WHAT THE TASK ASKS:
In the listing below, count the lines with "position" and report only the figure.

INFORMATION PROVIDED:

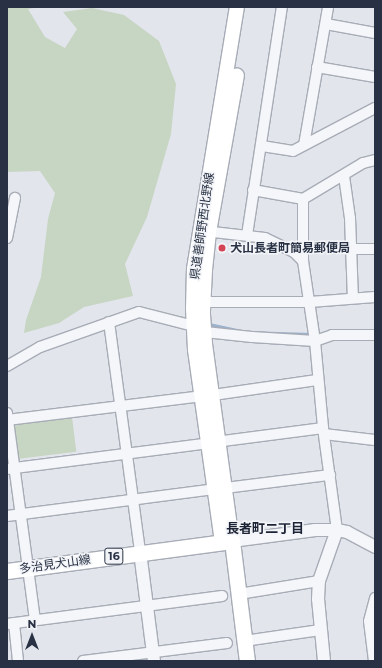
<!DOCTYPE html>
<meta charset="utf-8">
<style>
body{margin:0}
#map{position:relative;width:382px;height:668px;overflow:hidden;background:#e2e5eb;font-family:Montserrat,"Noto Sans JP",sans-serif}
div>[style]{position:absolute}
[style*='--x']{left:calc(var(--x)*1px);top:calc(var(--y)*1px);width:calc(var(--w)*1px);rotate:calc(var(--a)*1deg)}
.green>*{inset:0;background:#c7d5c3;transform-origin:0 0}
.stream>*{height:2.5px;margin:-1.25px;padding:0 1.25px;transform-origin:1.25px;border-radius:1.25px;background:#9cb1cc}
.roads{filter:drop-shadow(1px 0 #a7acb6) drop-shadow(-1px 0 #a7acb6) drop-shadow(0 1px #a7acb6) drop-shadow(0 -1px #a7acb6)}
.minor>*{height:10px;margin:-5px;padding:0 5px;transform-origin:5px;border-radius:5px;background:#f5f6f9}
.tertiary>*{height:12px;margin:-6px;padding:0 6px;transform-origin:6px;border-radius:6px;background:#f5f6f9}
.secondary>*{height:14px;margin:-7px;padding:0 7px;transform-origin:7px;border-radius:7px;background:#fff}
.primary>*{height:15px;margin:-7.5px;padding:0 7.5px;transform-origin:7.5px;border-radius:7.5px;background:#fff}
.dots>*{width:11px;height:11px;translate:-50% -50%;box-sizing:border-box;border:2px solid #f2f4f8;border-radius:50%}
span{translate:-50% -50%;white-space:nowrap;text-align:center;line-height:1.15;-webkit-text-stroke:3px #f2f4f8;paint-order:stroke}
.shield-label span{padding:1px 3px;background:#f2f4f8;border:1px solid;border-radius:3px;-webkit-text-stroke-width:0}
.shield-label{font-size:11px;color:#293244;font-weight:700}
.street-label{font-size:12px;color:#293244}
.poi-label{font-size:12px;color:#293244;font-weight:700}
.left{translate:0 -50%;text-align:left}
.neighbourhood-label{font-size:13px;color:#1c2334;font-weight:700}
.frame{position:absolute;inset:0;border:8px solid #293244;pointer-events:none}
.north{position:absolute;left:12px;top:616px;width:40px;height:40px;-webkit-text-stroke:3px #f2f4f8;paint-order:stroke;rotate:0deg;font-size:11px;font-weight:700;line-height:16px;text-align:center;color:#293244}
.north::after{content:'';display:block;margin:auto;width:14px;height:18px;background:#293244;clip-path:polygon(50% 0,100% 100%,50% 72%,0 100%)}
</style>
<div id="map">
<div class="green">
<i style="clip-path:polygon(7px 7px,40px 7px,28px 9px,45px 37px,65px 48px,77px 29px,63px 12px,92px 8px,124px 15px,159px 41px,176px 84px,171px 134px,147px 217px,125px 264px,133px 296px,84px 307px,59px 323px,24px 333px,26px 320px,41px 277px,48px 219px,55px 193px,40px 171px,7px 172px)"></i>
<i style="left:72px;top:417px;width:35px;height:62px;rotate:83deg"></i>
</div>
<div class="stream">
<i style="--x:178;--y:317;--w:11;--a:10"></i>
<i style="--x:209;--y:324;--w:33;--a:12"></i>
<i style="--x:248;--y:332;--w:63;--a:1.8"></i>
<i style="--x:56;--y:336;--w:83;--a:-19.1"></i>
</div>
<div class="roads">
<div class="minor">
<i style="--x:326;--y:24;--w:50;--a:10.4"></i>
<i style="--x:317;--y:67;--w:59;--a:9.8"></i>
<i style="--x:304;--y:145;--w:140;--a:-80.1"></i>
<i style="--x:262;--y:146;--w:31;--a:9"></i>
<i style="--x:293;--y:151;--w:93;--a:-27.7"></i>
<i style="--x:344;--y:176;--w:42;--a:81.9"></i>
<i style="--x:350;--y:218;--w:80;--a:87.9"></i>
<i style="--x:253;--y:190;--w:51;--a:10.2"></i>
<i style="--x:303;--y:199;--w:70;--a:-31"></i>
<i style="--x:363;--y:163;--w:12;--a:-14"></i>
<i style="--x:303;--y:199;--w:62;--a:90"></i>
<i style="--x:303;--y:261;--w:81;--a:81.5"></i>
<i style="--x:315;--y:341;--w:87;--a:84.7"></i>
<i style="--x:323;--y:428;--w:103;--a:82.2"></i>
<i style="--x:204;--y:231;--w:61;--a:6.5"></i>
<i style="--x:265;--y:238;--w:32;--a:26"></i>
<i style="--x:294;--y:252;--w:13;--a:45"></i>
<i style="--x:247;--y:235;--w:231;--a:-81.3"></i>
<i style="--x:7;--y:238;--w:41;--a:-78.7"></i>
<i style="--x:351;--y:249;--w:24;--a:0"></i>
<i style="--x:206;--y:302;--w:104;--a:0"></i>
<i style="--x:310;--y:302;--w:65;--a:-4.4"></i>
<i style="--x:109;--y:322;--w:232;--a:82.3"></i>
<i style="--x:205;--y:332;--w:47;--a:6.1"></i>
<i style="--x:252;--y:337;--w:63;--a:3.6"></i>
<i style="--x:315;--y:341;--w:18;--a:-19"></i>
<i style="--x:332;--y:335;--w:43;--a:0"></i>
<i style="--x:7;--y:366;--w:38;--a:-30"></i>
<i style="--x:40;--y:347;--w:105;--a:-19.5"></i>
<i style="--x:139;--y:312;--w:57;--a:14.3"></i>
<i style="--x:213;--y:395;--w:105;--a:-8.2"></i>
<i style="--x:7;--y:413;--w:209;--a:82.3"></i>
<i style="--x:7;--y:420;--w:189;--a:-7"></i>
<i style="--x:324;--y:434;--w:51;--a:6.7"></i>
<i style="--x:223;--y:441;--w:101;--a:-7.4"></i>
<i style="--x:7;--y:469;--w:196;--a:-7.3"></i>
<i style="--x:225;--y:488;--w:106;--a:-7.1"></i>
<i style="--x:7;--y:516;--w:203;--a:-7.4"></i>
<i style="--x:245;--y:593;--w:75;--a:-9.2"></i>
<i style="--x:14;--y:623;--w:38;--a:84"></i>
<i style="--x:7;--y:624;--w:217;--a:-7.4"></i>
<i style="--x:251;--y:640;--w:70;--a:-8.2"></i>
<i style="--x:83;--y:661;--w:145;--a:-7.1"></i>
<i style="--x:374;--y:661;--w:40;--a:-97.1"></i>
<i style="--x:369;--y:621;--w:24;--a:-75"></i>
</div>
<div class="tertiary">
<i style="--x:232;--y:541;--w:84;--a:-7.5"></i>
<i style="--x:315;--y:530;--w:22;--a:0"></i>
<i style="--x:337;--y:530;--w:10;--a:11"></i>
<i style="--x:347;--y:532;--w:32;--a:28"></i>
<i style="--x:140;--y:552;--w:110;--a:82.7"></i>
<i style="--x:324;--y:661;--w:62;--a:-95.5"></i>
<i style="--x:318;--y:599;--w:18;--a:-87"></i>
<i style="--x:319;--y:581;--w:54;--a:-70.6"></i>
</div>
<div class="secondary">
<i style="--x:232;--y:541;--w:200;--a:-97.8"></i>
<i style="--x:205;--y:343;--w:32;--a:-94"></i>
<i style="--x:203;--y:311;--w:41;--a:-87.2"></i>
<i style="--x:205;--y:270;--w:38;--a:-84"></i>
<i style="--x:209;--y:232;--w:159;--a:-79.9"></i>
<i style="--x:222;--y:542;--w:194;--a:-98"></i>
<i style="--x:195;--y:350;--w:41;--a:-92.8"></i>
<i style="--x:193;--y:309;--w:40;--a:-88.6"></i>
<i style="--x:194;--y:269;--w:266;--a:-80.7"></i>
</div>
<div class="primary">
<i style="--x:7;--y:571;--w:227;--a:-7.6"></i>
<i style="--x:232;--y:541;--w:121;--a:82.9"></i>
</div>
</div>
<div class="dots">
<i style="left:222px;top:248px;background:#d34454"></i>
</div>
<div class="shield-label">
<span style="left:114px;top:556px">16</span>
</div>
<div class="street-label">
<span style="left:202px;top:226px;rotate:-82deg">県道善師野西北野線</span>
<span style="left:55px;top:564px;rotate:-8deg">多治見犬山線</span>
</div>
<div class="poi-label">
<span class="left" style="left:230px;top:248px">犬山長者町簡易郵便局</span>
</div>
<div class="neighbourhood-label">
<span style="left:265px;top:528px">長者町二丁目</span>
</div>
<div class="frame"></div>
<div class="north">N</div>
</div>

ANSWER SPACE:
4